The word "rotate" occurs in some lines of the data. Return each such line.

* Data in this exercise

■ ■ ■ ■

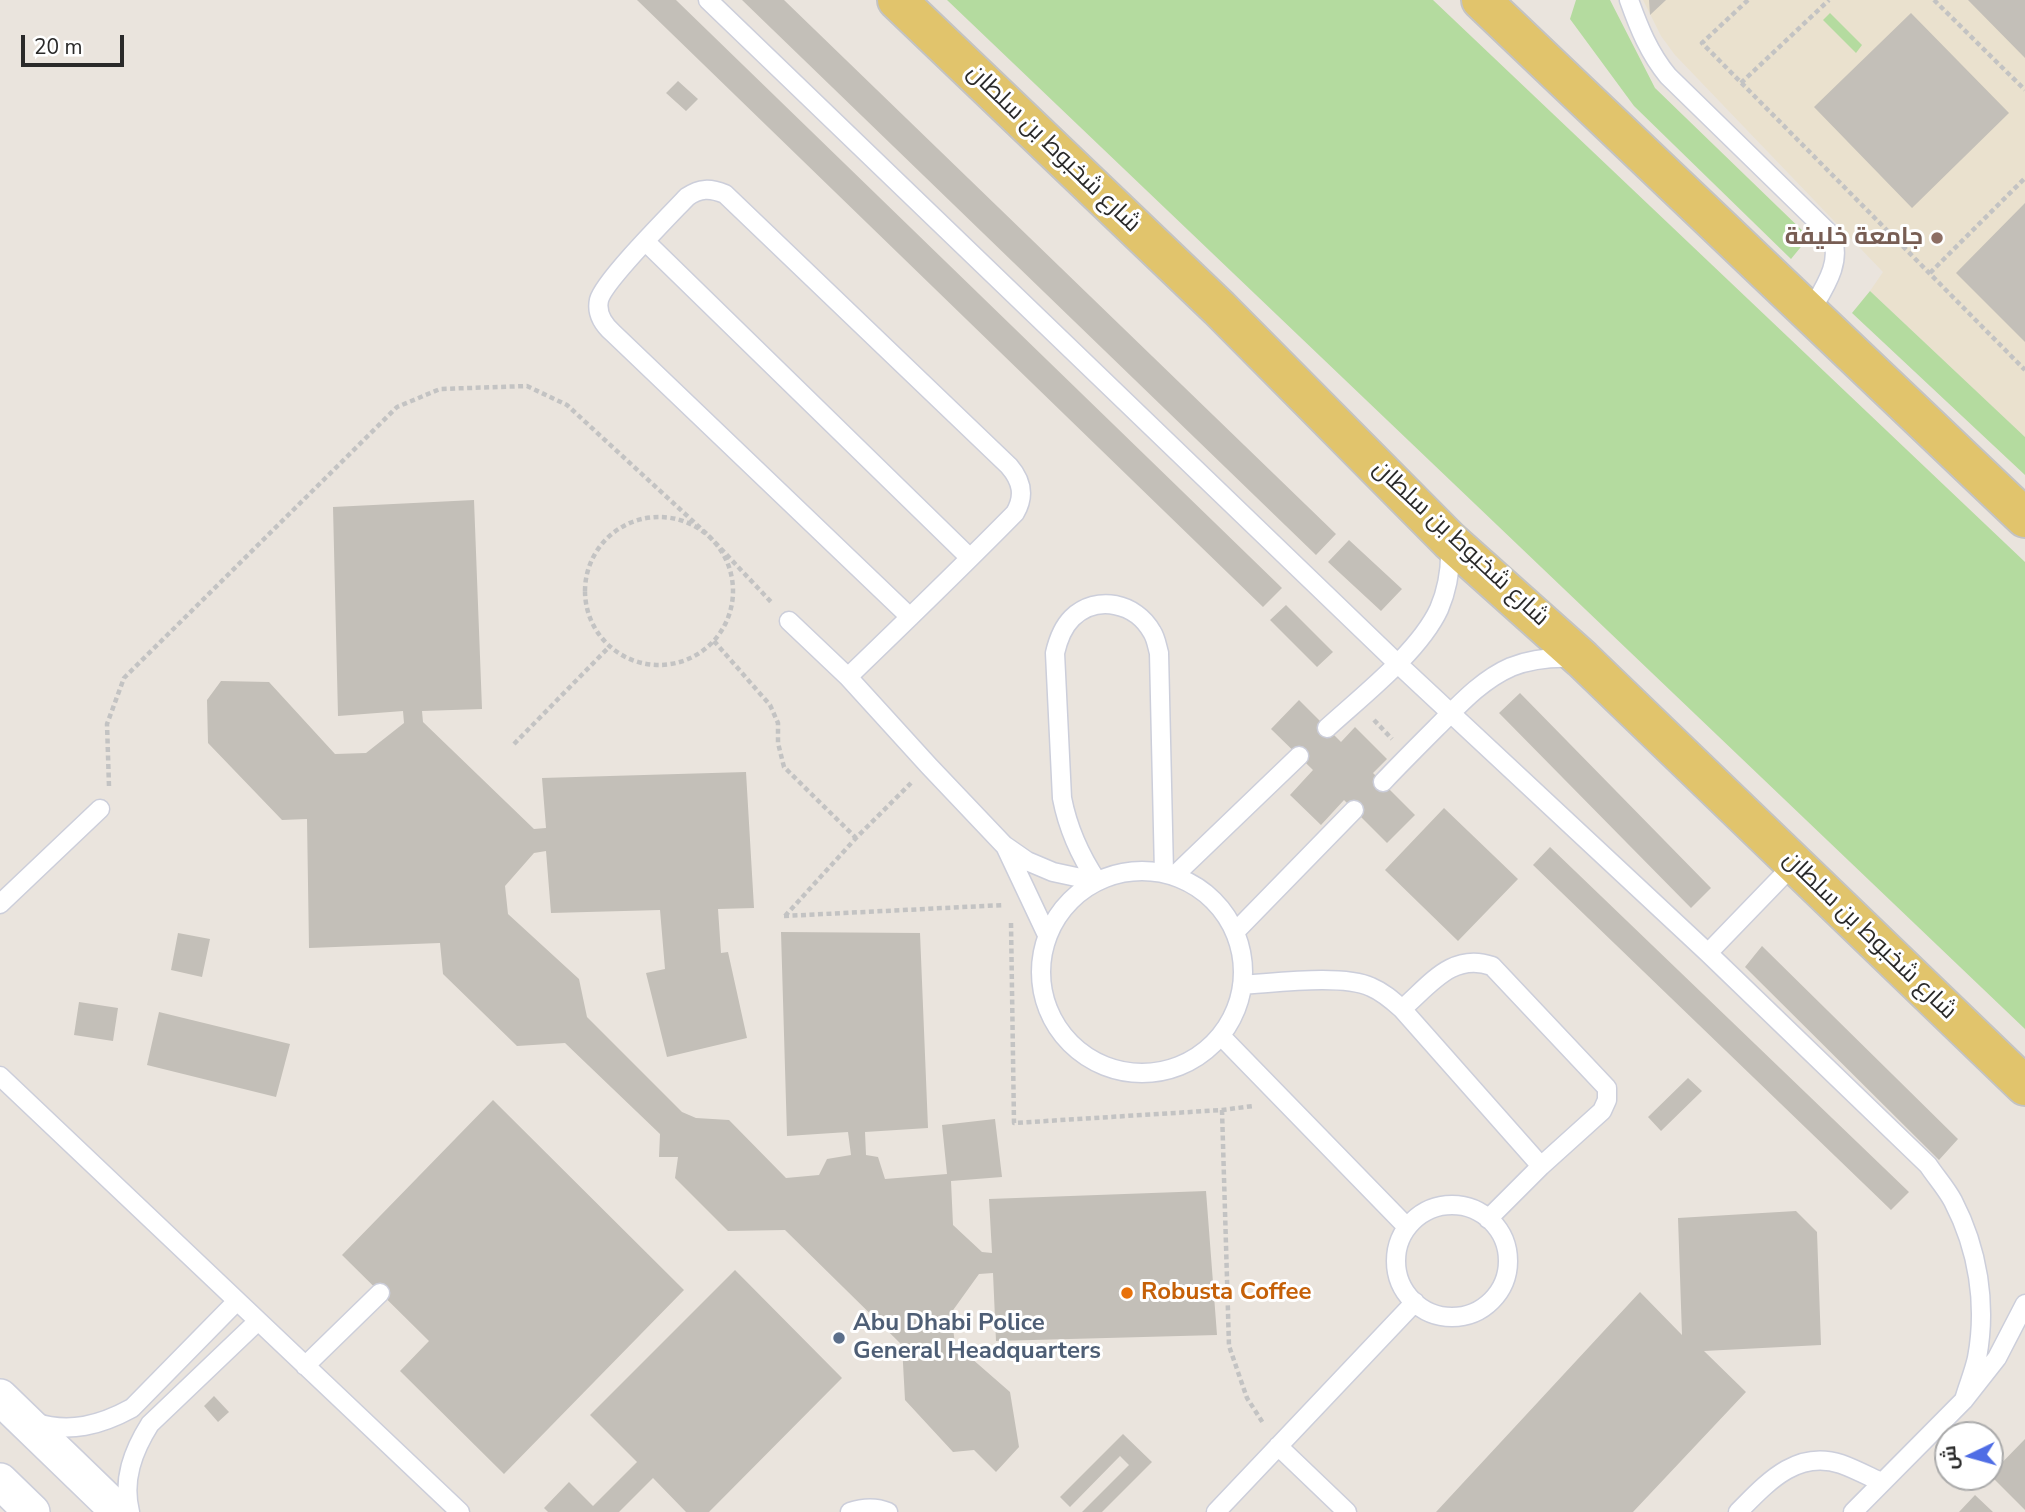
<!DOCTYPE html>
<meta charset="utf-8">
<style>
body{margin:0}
#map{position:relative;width:2025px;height:1512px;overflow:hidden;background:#eae4dd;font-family:"Nunito Sans",Cairo,sans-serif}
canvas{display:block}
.north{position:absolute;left:1934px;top:1421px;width:70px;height:70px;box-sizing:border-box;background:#fff;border:2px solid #aaa;border-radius:50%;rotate:265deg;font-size:19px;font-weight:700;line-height:28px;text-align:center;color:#2a2a2a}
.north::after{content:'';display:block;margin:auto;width:24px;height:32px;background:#4f6de5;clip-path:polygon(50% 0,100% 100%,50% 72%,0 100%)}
.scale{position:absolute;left:21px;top:35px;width:103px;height:32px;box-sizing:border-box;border:4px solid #2a2a2a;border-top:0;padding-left:9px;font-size:21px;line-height:24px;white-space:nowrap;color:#2a2a2a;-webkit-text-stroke:5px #fff;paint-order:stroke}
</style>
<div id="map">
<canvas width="2025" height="1512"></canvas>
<div class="north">ش</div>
<div class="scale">20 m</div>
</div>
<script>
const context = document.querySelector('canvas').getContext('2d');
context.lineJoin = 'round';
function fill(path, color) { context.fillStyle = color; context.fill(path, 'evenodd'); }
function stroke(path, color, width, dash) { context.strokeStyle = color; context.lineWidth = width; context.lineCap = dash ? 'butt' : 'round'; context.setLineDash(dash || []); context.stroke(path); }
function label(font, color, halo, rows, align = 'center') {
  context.font = font + ' "Nunito Sans",Cairo,sans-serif'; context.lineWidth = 6; context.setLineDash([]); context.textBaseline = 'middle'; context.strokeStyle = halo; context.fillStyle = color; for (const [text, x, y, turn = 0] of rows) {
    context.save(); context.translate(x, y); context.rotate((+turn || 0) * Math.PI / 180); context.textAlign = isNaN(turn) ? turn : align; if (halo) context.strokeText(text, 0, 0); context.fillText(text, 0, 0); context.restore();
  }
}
const education = new Path2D(`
 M1643,0h382v437l-155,-146 13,-19 -208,-217 -14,-19z`);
const green = new Path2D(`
 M947,0h486l592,562v467z
 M1576,0h34l45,88 154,149 -18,22 -157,-153 -64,-87z
 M1830,13l32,32 -6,8 -33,-33z
 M1870,291l155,146v38l-173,-162z`);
const building = new Path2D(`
 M637,0h39l606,588 -19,19z
 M742,0h42l552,534 -20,21z
 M1649,0h17l-16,15z
 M1968,0h57v58z
 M1911,13l98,100 -97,95 -98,-101z
 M678,81l20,18 -12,12 -20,-18z
 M2025,203v139l-69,-69z
 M474,500l8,209 -60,2 1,11 111,107 12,-1 -4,-50 204,-6 8,136 -36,1 3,44 7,-1 19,86 -80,19 -21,-84 19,-4 -5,-59 -109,3 -5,-62 -12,2 -29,33 3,28 71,65 8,38 95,95 14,6 33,2 57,58 33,-3 8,-16 24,-4 -3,-23 -61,4 -6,-204 139,1 8,195 -63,4 1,23 12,2 7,22 62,-5 -5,-49 53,-6 7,58 -51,4 2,44 29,27 10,1 -3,-54 217,-8 11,144 -221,6 -3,-68 -14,1 -28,39 4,31 55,48 9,55 -23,25 -22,-22 -21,2 -48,-52 -3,-55 -117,-115 -57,1 -53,-53 3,-21h-19l1,-23 -95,-91 -48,3 -74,-72 -3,-31 -131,5 -2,-129 -25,1 -74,-77 -1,-43 14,-19 48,1 66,72 31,-1 38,-30 -1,-12 -65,5 -5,-209z
 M1349,540l53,49 -21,22 -53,-49z
 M1286,605l47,47 -16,15 -47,-47z
 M1520,693l191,195 -20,20 -192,-195z
 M1299,700l42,42 14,-15 32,32 -14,14 42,42 -28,28 -43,-43 -23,25 -31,-30 23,-25 -42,-41z
 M1444,808l74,71 -60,62 -73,-71z
 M1550,847l359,345 -18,18 -358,-345z
 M178,933l32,6 -8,38 -31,-7z
 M1762,946l196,193 -19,21 -194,-193z
 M79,1002l39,6 -5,33 -39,-6z
 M159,1012l131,32 -14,53 -129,-32z
 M1688,1078l14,13 -41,40 -13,-14z
 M493,1100l191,190 -180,184 -104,-103 29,-30 -87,-86z
 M1796,1211l21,21 4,113 -117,6 42,41 -113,120h-197l204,-220 42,43 -4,-117z
 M735,1270l107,108 -133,134h-23l-33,-34 -34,34h-71l-4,-4 25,-26 24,24 44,-44 -47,-47z
 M214,1396l15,16 -11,10 -14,-16z
 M1123,1434l29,28 -50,50h-20l47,-47 -9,-9 -50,51 -10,-10z
 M2025,1439v71l-35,-35z
 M1975,1495l18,17h-34z`);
const path = new Path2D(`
 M1748,0l-46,43 323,327
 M1934,0l91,90
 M1741,83l88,-83
 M1930,273l95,-95
 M585 591a74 74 0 1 1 148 0a74 74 0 1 1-148 0Z
 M714,641l56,64 8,18v20l6,24 72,71
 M1374,720l18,19
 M514,744l96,-98
 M109,786l-2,-62 17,-46 273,-271 43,-18 87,-3 40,19 142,131 64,68
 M784,916l220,-11
 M785,916l71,-78 55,-55
 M1011,923l3,200 208,-13 31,-4
 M1222,1110l7,236 18,52 16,25`);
const lane = new Path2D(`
 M708,0l689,663 311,290 220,212c8,12 18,23 25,36 25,48 34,103 24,157 -3,14 -9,28 -13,42
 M1629,0c10,28 20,53 39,76l162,158c15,27 -8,57 -21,80
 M646,242l324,316
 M789,621l59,56 81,89 75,79 23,16 26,11 42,9
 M848,677c56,-54 112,-108 167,-164 10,-17 7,-32 -6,-47l-284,-272c-15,-6 -25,-6 -38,3 -17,18 -83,84 -88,103 -3,14 5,25 14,33l297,284
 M1327,728c35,-32 92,-76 112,-119 9,-21 12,-42 11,-64
 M1383,782c17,-18 35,-36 53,-54 22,-22 45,-48 75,-61 20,-8 41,-10 63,-9
 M1006,848l41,87
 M1041 972a101 101 0 1 1 202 0a101 101 0 1 1-202 0Z
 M1174,876l125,-120
 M1097,881c-18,-27 -29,-52 -35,-83l-7,-145c3,-13 7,-25 17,-35 25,-24 64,-15 80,14 4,6 5,14 7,21l5,220
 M0,904l100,-95
 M1235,932l119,-122
 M1708,953l86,-89
 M1242,985c34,-2 100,-11 129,2 12,5 21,13 31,22l139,157
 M1402,1009c28,-24 50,-57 90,-43l115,122v12l-5,11 -61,55 -53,53
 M1221,1036l186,191
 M0,1076l460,436
 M1396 1261a56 56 0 1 1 112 0a56 56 0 1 1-112 0Z
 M305,1366l75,-73
 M34,1422c35,12 67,3 98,-14l105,-107
 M1278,1446l69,66
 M130,1512c-8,-32 3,-61 20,-88l108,-103
 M850,1512c12,-4 26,-5 38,0
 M1216,1512l199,-210
 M1738,1512c28,-28 58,-63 103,-48 14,5 27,12 40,18
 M1853,1512l111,-112 33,-42 28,-54`);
const street = new Path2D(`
 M0,1397l119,115
 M0,1481l32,31`);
const primary = new Path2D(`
 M897,0l322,308 231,233 132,118 443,427
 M1481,0l544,518`);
const markers = [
 [1937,238,7,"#8d6e63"],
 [1127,1293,7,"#e8710a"],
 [839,1338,7,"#5c6f8a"]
];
const streetNames = [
 ["شارع شخبوط بن سلطان",1053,149,44],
 ["شارع شخبوط بن سلطان",1460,544,43],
 ["شارع شخبوط بن سلطان",1869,936,44]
];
const educationNames = [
 ["جامعة خليفة",1923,238]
];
const foodNames = [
 ["Robusta Coffee",1141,1293]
];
const serviceNames = [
 ["Abu Dhabi Police",853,1324],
 ["General Headquarters",853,1352]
];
fill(education, '#eae1ce');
fill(green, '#b4db9f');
fill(building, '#c3bfb8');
stroke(lane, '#ccceda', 21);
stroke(street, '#ccceda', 38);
stroke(primary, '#c3c3c3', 42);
stroke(path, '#c3c3c3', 4.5, [5, 3.5]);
stroke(lane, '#fff', 18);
stroke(street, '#fff', 35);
stroke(primary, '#e1c46c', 38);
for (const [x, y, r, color] of markers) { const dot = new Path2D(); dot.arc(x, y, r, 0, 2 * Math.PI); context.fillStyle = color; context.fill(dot); stroke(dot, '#fff', 2.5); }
label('24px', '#2a2a2a', '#fff', streetNames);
label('bold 24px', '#785e54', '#fff', educationNames, 'right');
label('bold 24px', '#c56008', '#fff', foodNames, 'left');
label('bold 24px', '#4e5e75', '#fff', serviceNames, 'left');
</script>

■ ■ ■ ■

* Answer box
.north{position:absolute;left:1934px;top:1421px;width:70px;height:70px;box-sizing:border-box;background:#fff;border:2px solid #aaa;border-radius:50%;rotate:265deg;font-size:19px;font-weight:700;line-height:28px;text-align:center;color:#2a2a2a}
    context.save(); context.translate(x, y); context.rotate((+turn || 0) * Math.PI / 180); context.textAlign = isNaN(turn) ? turn : align; if (halo) context.strokeText(text, 0, 0); context.fillText(text, 0, 0); context.restore();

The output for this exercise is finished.